A quick study of the possible benefits of reusing software reveals that there is much more to be gained than a simple cost savings during the development of a software product. For example, the reuse of a software component which is known to be reliable introduces less risk than re-designing and re-coding the same component for each new application. Efficiency issues can also be more effectively addressed if one can focus attention on optimizing a set of reusable components rather than having to continually re-optimize newly re-coded versions of previously existing modules.

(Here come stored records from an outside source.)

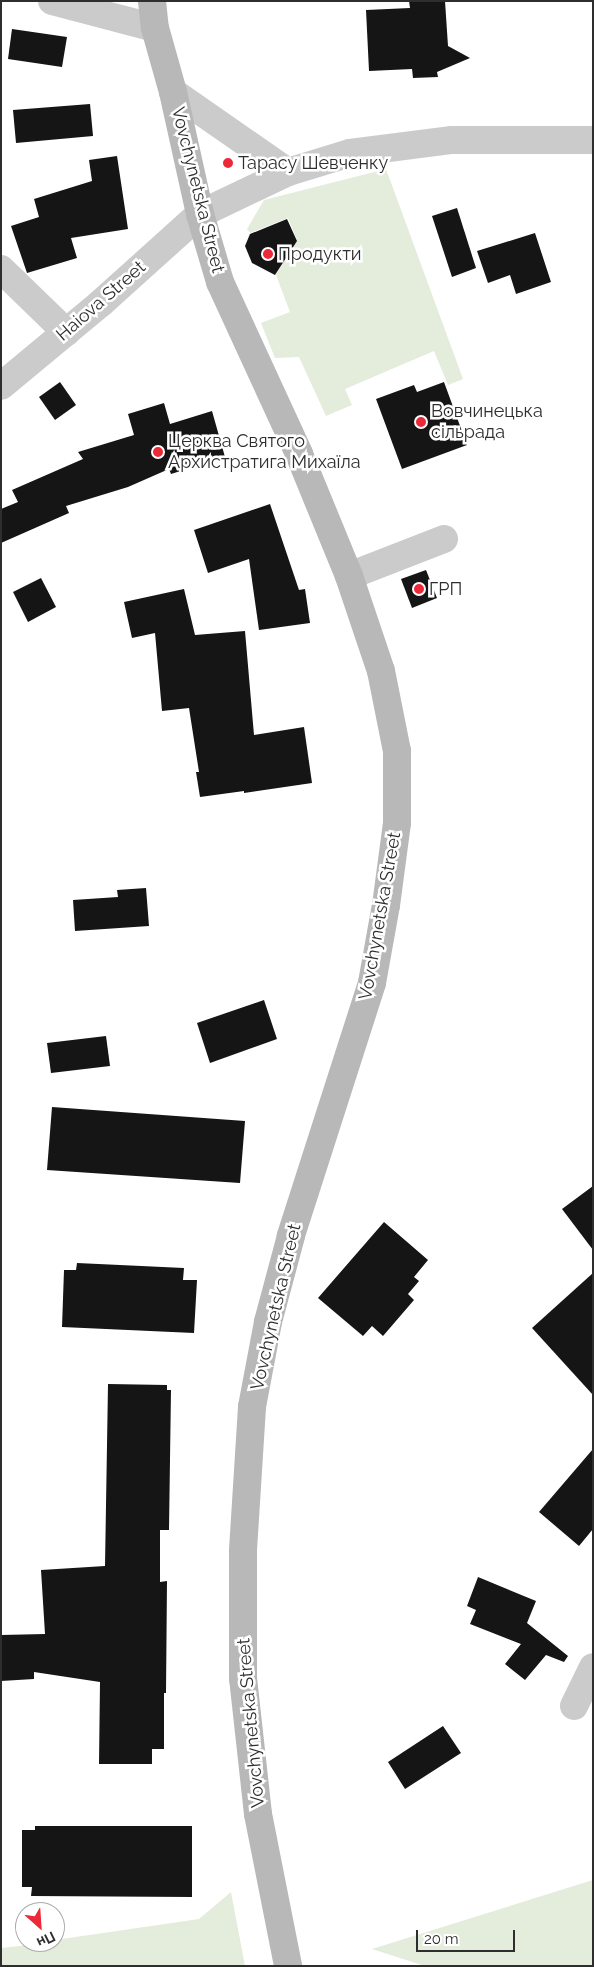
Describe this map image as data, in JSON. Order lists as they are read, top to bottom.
{
  "streets": {
    "street": ["Vovchynetska Street", "Haiova Street"]
  },
  "crossings": [
    ["Vovchynetska Street", "Haiova Street"]
  ],
  "places": [
    "Тарасу Шевченку",
    "Продукти",
    "Вовчинецька сільрада",
    "Церква Святого Архистратига Михаїла",
    "ГРП"
  ],
  "scale_bar": "20 m",
  "north": "bottom right"
}
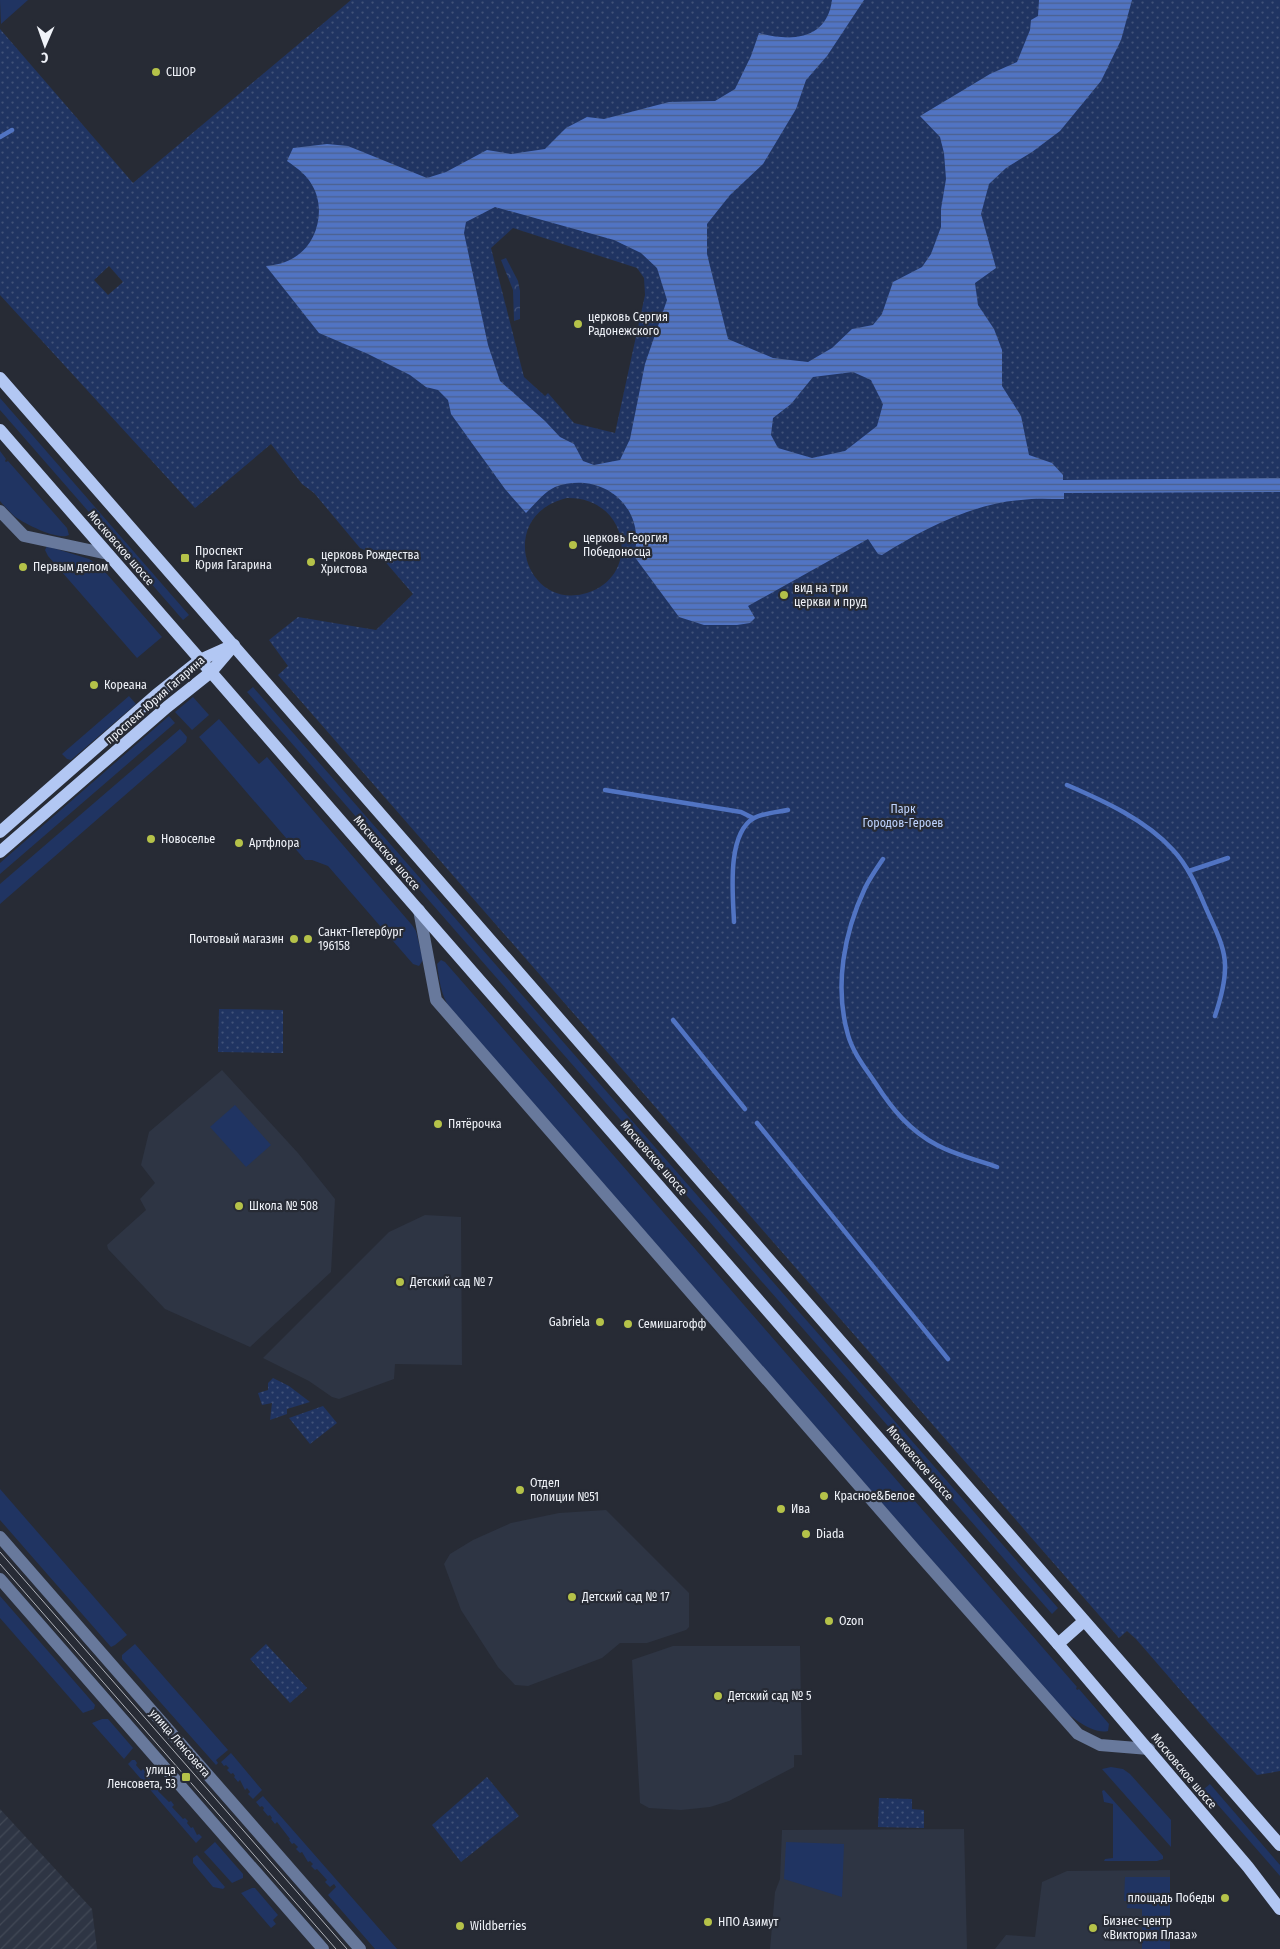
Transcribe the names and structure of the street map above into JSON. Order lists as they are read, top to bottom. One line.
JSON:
{"streets":{"main road":["Московское шоссе","проспект Юрия Гагарина"],"street":["улица Ленсовета"]},"crossings":[["Московское шоссе","проспект Юрия Гагарина"]],"parks":["Парк Городов-Героев"],"places":{"other":["СШОР","церковь Сергия Радонежского","церковь Георгия Победоносца","церковь Рождества Христова","Первым делом","вид на три церкви и пруд","Кореана","Новоселье","Артфлора","Почтовый магазин","Санкт-Петербург 196158","Пятёрочка","Школа № 508","Детский сад № 7","Gabriela","Семишагофф","Отдел полиции №51","Красное&Белое","Ива","Diada","Детский сад № 17","Ozon","Детский сад № 5","площадь Победы","НПО Азимут","Wildberries","Бизнес-центр «Виктория Плаза»"],"transit":["Проспект Юрия Гагарина","улица Ленсовета, 53"]},"north":"bottom"}
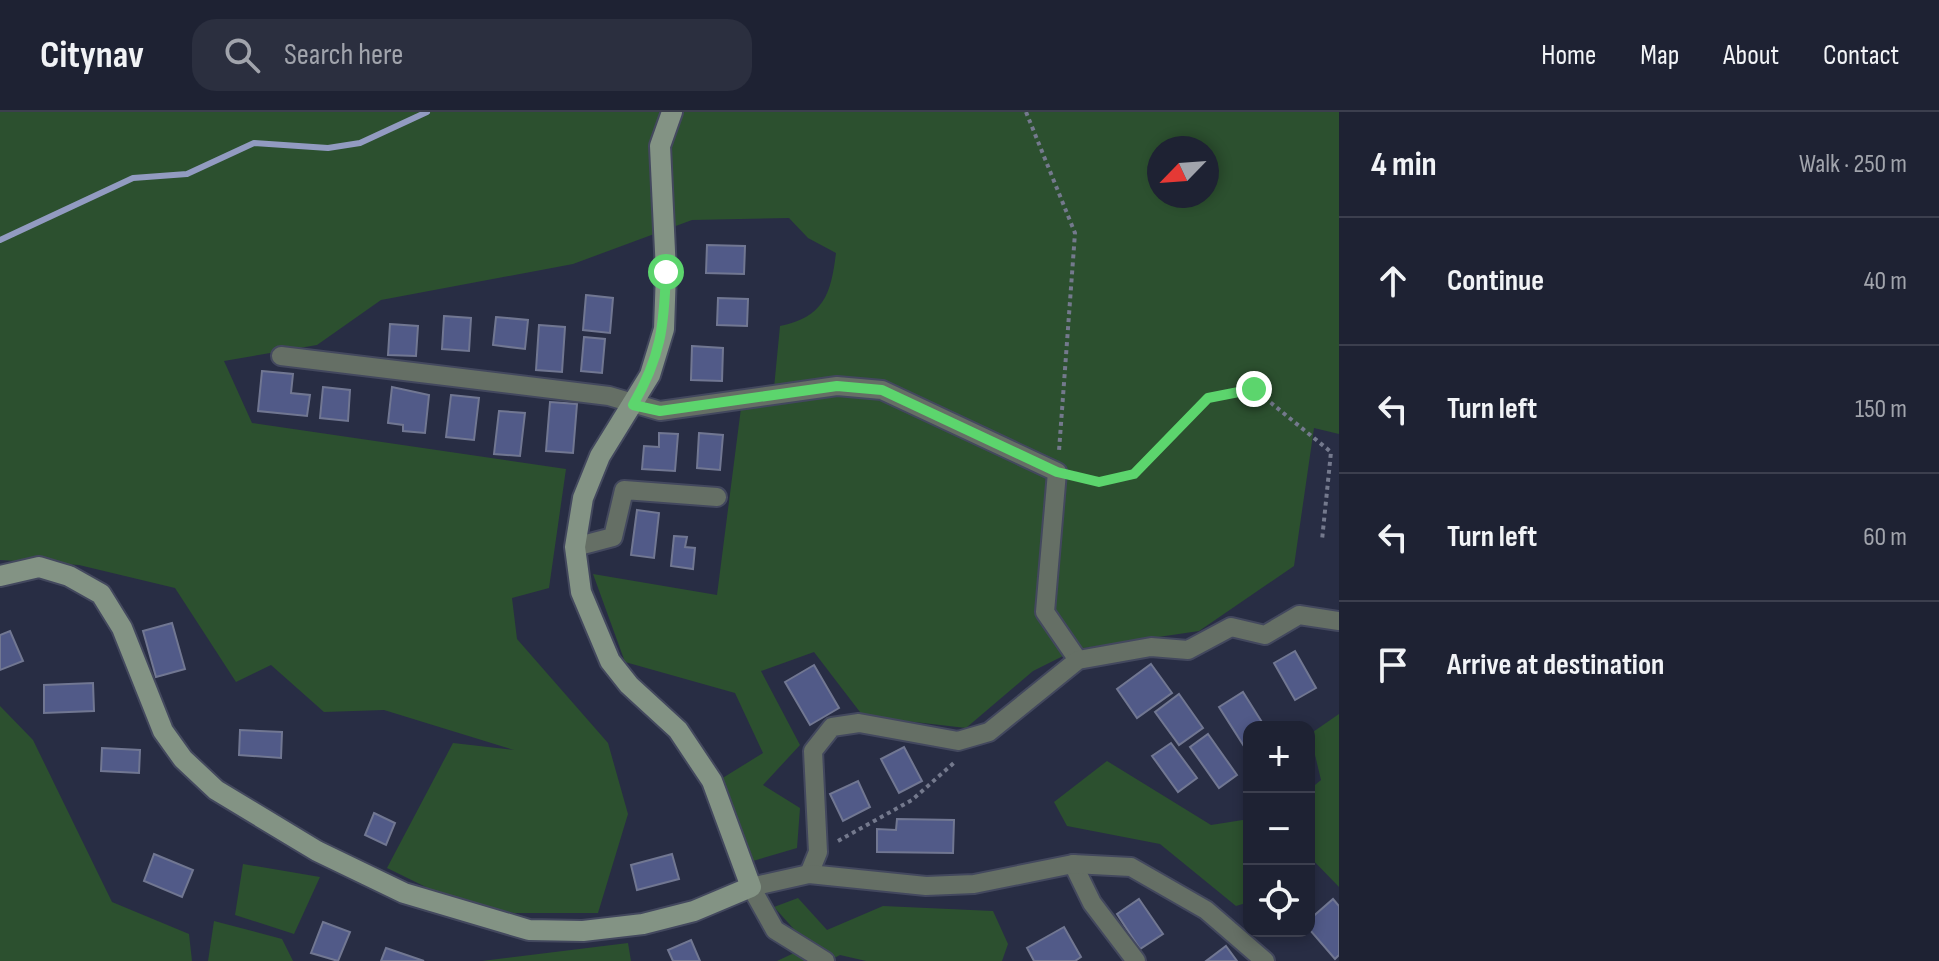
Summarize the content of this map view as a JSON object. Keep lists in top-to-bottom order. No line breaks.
{"north":"bottom left","page":{"header":"Citynav","search":"Search here","nav":["Home","Map","About","Contact"],"heading":["4 min","Walk · 250 m"],"list":[["Continue","40 m"],["Turn left","150 m"],["Turn left","60 m"],"Arrive at destination"],"map_buttons":["+","−"]}}
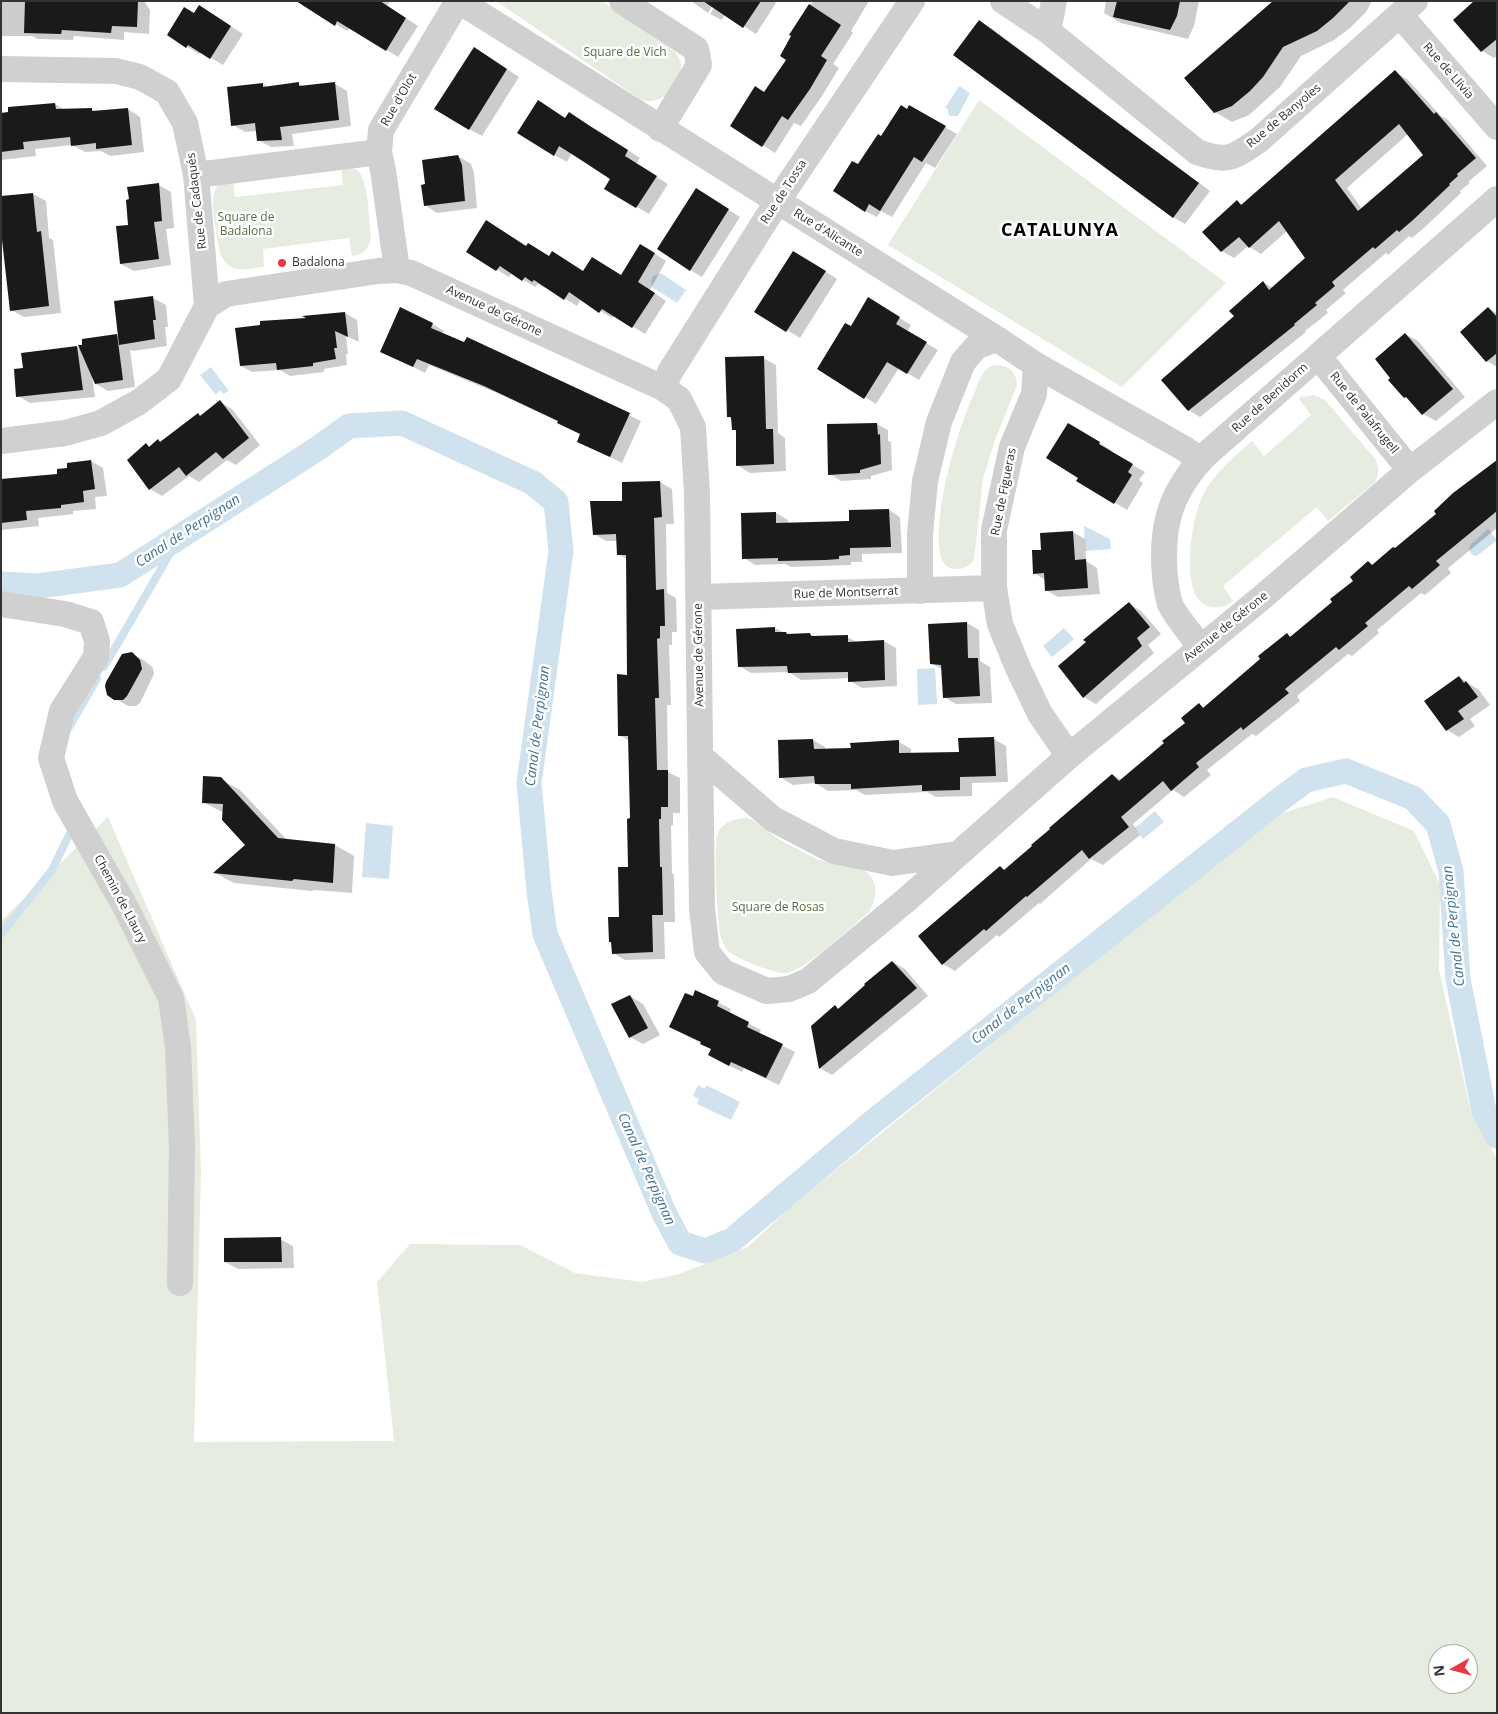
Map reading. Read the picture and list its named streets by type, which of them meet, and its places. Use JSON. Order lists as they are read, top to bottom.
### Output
{
  "streets": {
    "street": [
      "Rue de Llivia",
      "Rue d'Olot",
      "Rue de Banyoles",
      "Rue de Tossa",
      "Rue de Cadaqués",
      "Rue d'Alicante",
      "Avenue de Gérone",
      "Rue de Benidorm",
      "Rue de Palafrugell",
      "Rue de Figueras",
      "Rue de Montserrat",
      "Chemin de Llaury"
    ]
  },
  "crossings": [
    ["Rue de Llivia", "Rue de Banyoles"],
    ["Rue d'Olot", "Rue d'Alicante"],
    ["Rue d'Olot", "Avenue de Gérone"],
    ["Rue de Tossa", "Rue d'Alicante"],
    ["Rue de Tossa", "Avenue de Gérone"],
    ["Rue de Cadaqués", "Avenue de Gérone"],
    ["Rue d'Alicante", "Rue de Benidorm"],
    ["Rue d'Alicante", "Rue de Figueras"],
    ["Avenue de Gérone", "Rue de Benidorm"],
    ["Avenue de Gérone", "Rue de Palafrugell"],
    ["Avenue de Gérone", "Rue de Figueras"],
    ["Avenue de Gérone", "Rue de Montserrat"],
    ["Rue de Benidorm", "Rue de Palafrugell"],
    ["Rue de Figueras", "Rue de Montserrat"]
  ],
  "districts": ["CATALUNYA"],
  "water": ["Canal de Perpignan"],
  "parks": ["Square de Vich", "Square de Badalona", "Square de Rosas"],
  "places": ["Badalona"],
  "north": "left"
}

However, it seems that both the DoD and their contractors are greatly confused about just what an increased emphasis on software reusability might mean. While they both might acknowledge that some existing software development practices will have to change, they seem unaware of which specific items will be different. There are a number of very large roadblocks to software reusability on DoD projects, and it should be useful to mention a few of them.
One of the largest roadblocks to software reuse is the cost-plus-fixed-fee (CPFF) style of contract now commonplace among DoD contracting styles. In effect, the more people a contractor can place on a project, the greater the financial reward. Hence there is a great incentive to "re-invent the wheel." While fixed-price contracts would go a long way towards fixing this "problem," we need to examine other alternatives.
Current and past DoD software development standards (e.g., DOD-STD-2167, 490, 1679A, etc.), or their interpretations, are another set of roadblocks to software reuse. While the words "software reusability" might be "buried in the DIDs" (Data Item Descriptions), the standards themselves discourage software reuse on a number of fronts, e.g.,:
While the DoD has standards of acceptance for reusable hardware, there is little in the way of standards or certification mechanisms for reusable software. For example, there is no currently existing organization charged with certifying software for reuse. Yes repositories of "reusable" software exist, but there is no generally recognized (much less mandated) certification mechanism for reusable software components (e.g., an Ada Component Verification Capability (ACVC)).
In the past year, I have given a number of presentations on software reusability. During the discussions which followed these presentations, I became acutely aware that either the DoD was actively discouraging the concept of software reuse or that the contractors (and the DoD) did not know that an increased emphasis on software reuse would involve significant changes in the state of the practice.
Until both the DoD and their contractors come to grips with the fact that software reusability does not mean business as usual, software reusability will be relegated to the status of a buzzword.